In the first stage of a phase II trial reported in JAMA Oncology, O’Reilly et al found poor activity of durvalumab with or without tremelimumab in metastatic pancreatic ductal adenocarcinoma. Owing to the lack of efficacy, study expansion was not pursued.  

The lead-in open-label safety phase of the trial (part A) included 65 patients from 21 sites in six countries who had previously received only one first-line fluorouracil- or gemcitabine-based treatment for recurrent or metastatic disease. Patients were randomly assigned between November 2015 and March 2017 to receive durvalumab at 1,500 mg every 4 weeks plus tremelimumab at 75 mg every 4 weeks for 4 cycles, followed by durvalumab at 1,500 mg every 4 weeks (n = 32); or durvalumab monotherapy at 1,500 mg every 4 weeks (n = 33) for up to 12 months or until disease progression or unacceptable toxicity. The criterion for continuing the study in an expansion phase (part B) was an objective response rate of 10% in either group in part A.

Response and Adverse Events

Objective response was observed in 3.1% of patients in the durvalumab/tremelimumab group and in no patients in the durvalumab monotherapy group.

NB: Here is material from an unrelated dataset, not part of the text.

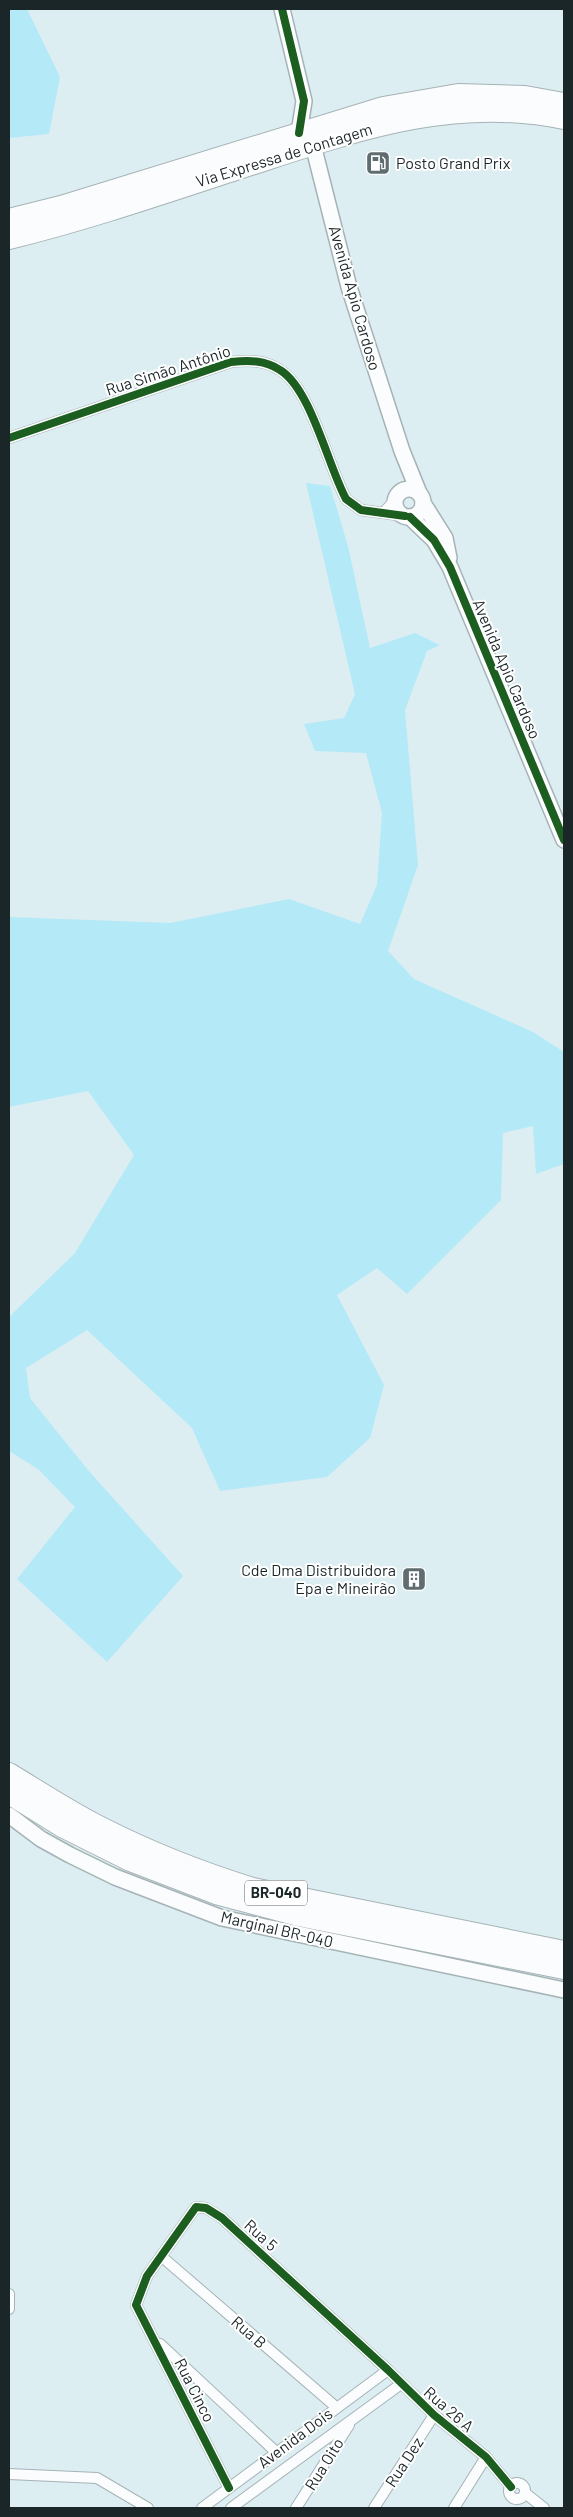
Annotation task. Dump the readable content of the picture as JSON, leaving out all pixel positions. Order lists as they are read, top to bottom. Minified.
{"streets":{"highway":["Via Expressa de Contagem","BR-040"],"street":["Avenida Apio Cardoso","Rua Simão Antônio","Marginal BR-040","Rua 5","Rua B","Rua Cinco","Rua 26 A","Avenida Dois","Rua Dez","Rua Oito"]},"crossings":[["Via Expressa de Contagem","Avenida Apio Cardoso"],["Avenida Apio Cardoso","Rua Simão Antônio"],["Rua 5","Rua B"],["Rua 5","Rua Cinco"],["Rua 5","Rua 26 A"],["Rua 5","Avenida Dois"],["Rua B","Avenida Dois"],["Rua Cinco","Avenida Dois"],["Rua 26 A","Avenida Dois"],["Rua 26 A","Rua Dez"],["Avenida Dois","Rua Oito"]],"places":{"fuel station":["Posto Grand Prix"],"building":["Cde Dma Distribuidora Epa e Mineirão"]}}
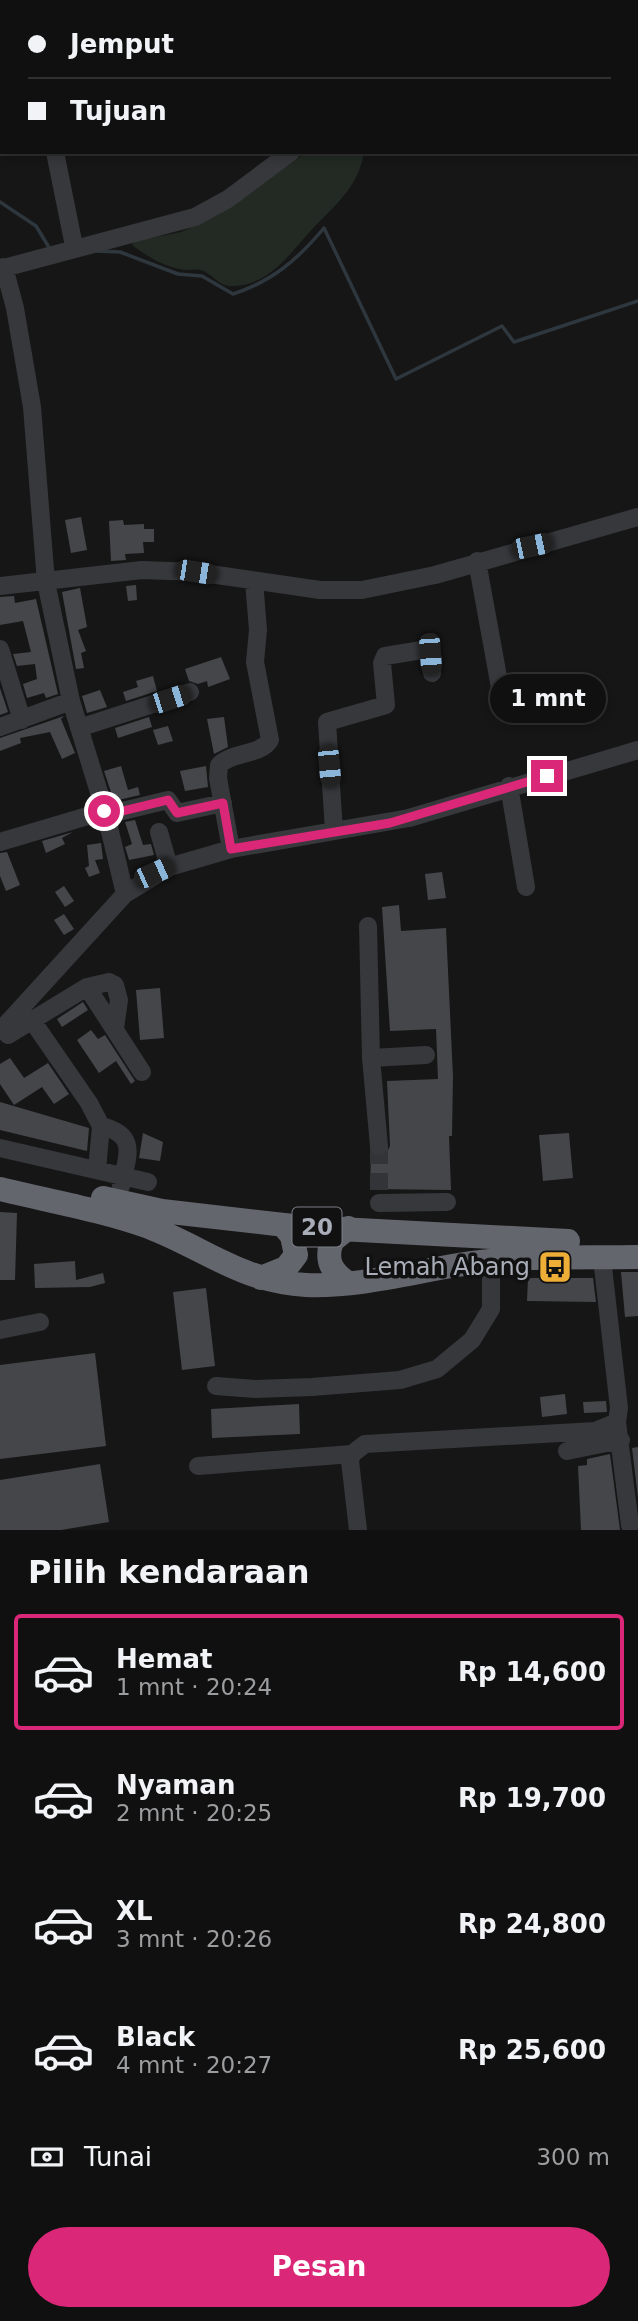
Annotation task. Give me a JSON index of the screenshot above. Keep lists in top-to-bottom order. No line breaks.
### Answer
{"streets":{"highway":["20"]},"places":{"bus stop":["Lemah Abang"]},"page":{"banner":["Jemput","Tujuan"],"bubble":"1 mnt","heading":"Pilih kendaraan","list":[{"name":"Hemat","note":"1 mnt · 20:24","value":"Rp 14,600"},{"name":"Nyaman","note":"2 mnt · 20:25","value":"Rp 19,700"},{"name":"XL","note":"3 mnt · 20:26","value":"Rp 24,800"},{"name":"Black","note":"4 mnt · 20:27","value":"Rp 25,600"}],"pay":["Tunai","300 m"],"buttons":"Pesan"}}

Treatment-related adverse events of any grade occurred in 34% of the durvalumab/tremelimumab group and 21% of the durvalumab monotherapy group, with the most common being fatigue, diarrhea, and pruritus in both groups. Grade ≥ 3 treatment-related adverse events occurred in 22% vs 6%, with the most common in the durvalumab/tremelimumab group being diarrhea (9%, vs 0% in the monotherapy group) and fatigue (6% vs 0%). Overall, treatment-related adverse events resulted in discontinuation of treatment in 6% of patients.   

The investigators concluded: “Treatment was well tolerated, and the efficacy of durvalumab plus tremelimumab therapy and durvalumab monotherapy reflected a population of patients with metastatic pancreatic ductal adenocarcinoma who had poor prognoses and rapidly progressing disease. Patients were not enrolled in part B because the threshold for efficacy was not met in part A.”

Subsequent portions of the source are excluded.